This reporting task stores two types of NiFi flow information, 'NiFi flow structure' and 'NiFi data lineage'.
'NiFi flow structure' tells what components are running within a NiFi flow and how these are connected. It is reported by analyzing current NiFi flow structure, specifically NiFi component relationships.
'NiFi data lineage' tells what part of NiFi flow interacts with different DataSets such as HDFS files or Hive tables ... etc. It is reported by analyzing NiFi provenance events.
Technically each information is sent using different protocol, Atlas REST API v2, and Notification via a Kafka topic as shown in above image.
As both information types use the same NiFi Atlas Types and Namespaces concepts, it is recommended to start reading those sections first.
This reporting task creates following NiFi specific types in Atlas Type system when it runs if these type definitions are not found.
Green boxes represent sub-types of DataSet and blue ones are sub-types of Process. Gray lines represent entity ownership. Red lines represent lineage.
Represents a NiFI data flow.
As shown in the above diagram, nifi_flow owns other nifi_component types. This owning relationship is defined by Atlas 'owned' constraint so that when a 'nifi_flow' entity is removed, all owned NiFi component entities are removed in cascading manner.
When this reporting task runs, it analyzes and traverse the entire flow structure, and create NiFi component entities in Atlas. At later runs, it compares the current flow structure with the one stored in Atlas to figure out if any changes has been made since the last time the flow was reported. The reporting task updates NiFi component entities in Atlas if needed.
NiFi components those are removed from a NiFi flow also get deleted from Atlas. However those entities can still be seen in Atlas search results or lineage graphs since Atlas uses 'Soft Delete' by default. See Atlas Delete Handler for further detail.
Part of a NiFi data flow containing one or more processing NiFi components such as Processors and RemoteGroupPorts.

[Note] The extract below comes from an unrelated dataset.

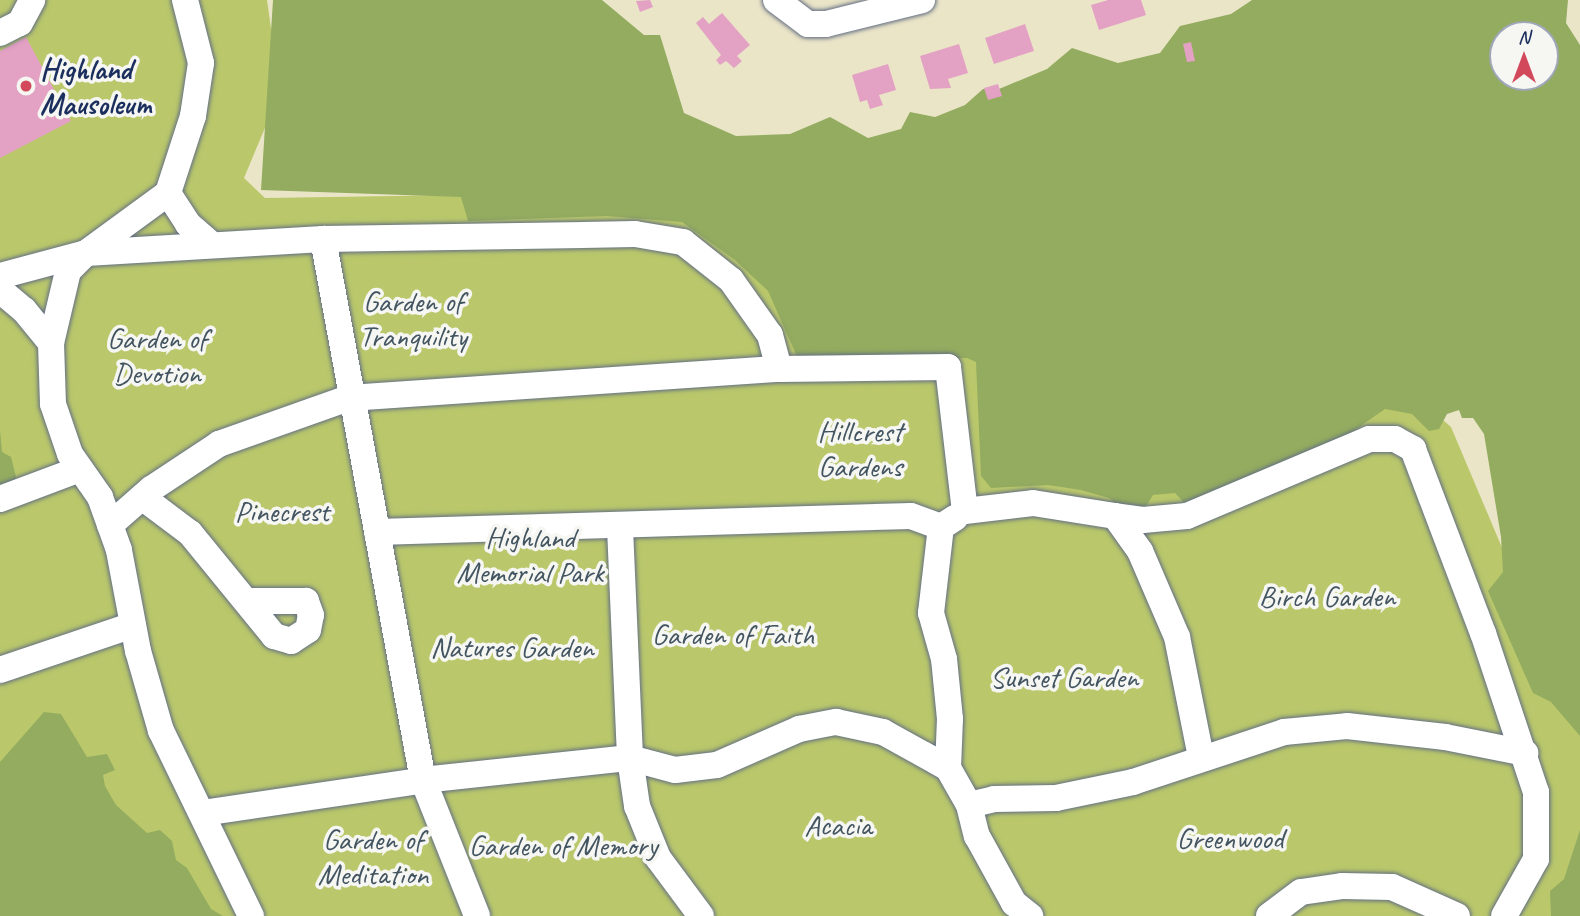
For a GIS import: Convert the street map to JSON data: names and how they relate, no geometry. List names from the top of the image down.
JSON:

The reporting task divides a NiFi flow into multiple flow paths. See Path Separation Logic for details.
Represents a RootGroupPort which can be accessed by RemoteProcessGroup via Site-to-Site protocol.
Represents Unknown DataSets created by CREATE/SEND/RECEIVE NiFi provenance events those do not have particular provenance event analyzer.
A internal DataSet of NiFi flows which connects nifi_flow_paths. Atlas lineage graph requires a DataSet in between Process entities.
An entity in Atlas can be identified by its GUID for any existing objects, or type name and unique attribute can be used if GUID is not known. Qualified name is commonly used as the unique attribute.
One Atlas instance can be used to manage multiple environments and objects in different environments may have the same name. For example, a Hive table 'request_logs' in two different clusters, 'cluster-A' and 'cluster-B'. For this reason the qualified names contain a so-called metadata namespace.
It's common practice to provide the cluster name as the namespace, but it can be any arbitrary string.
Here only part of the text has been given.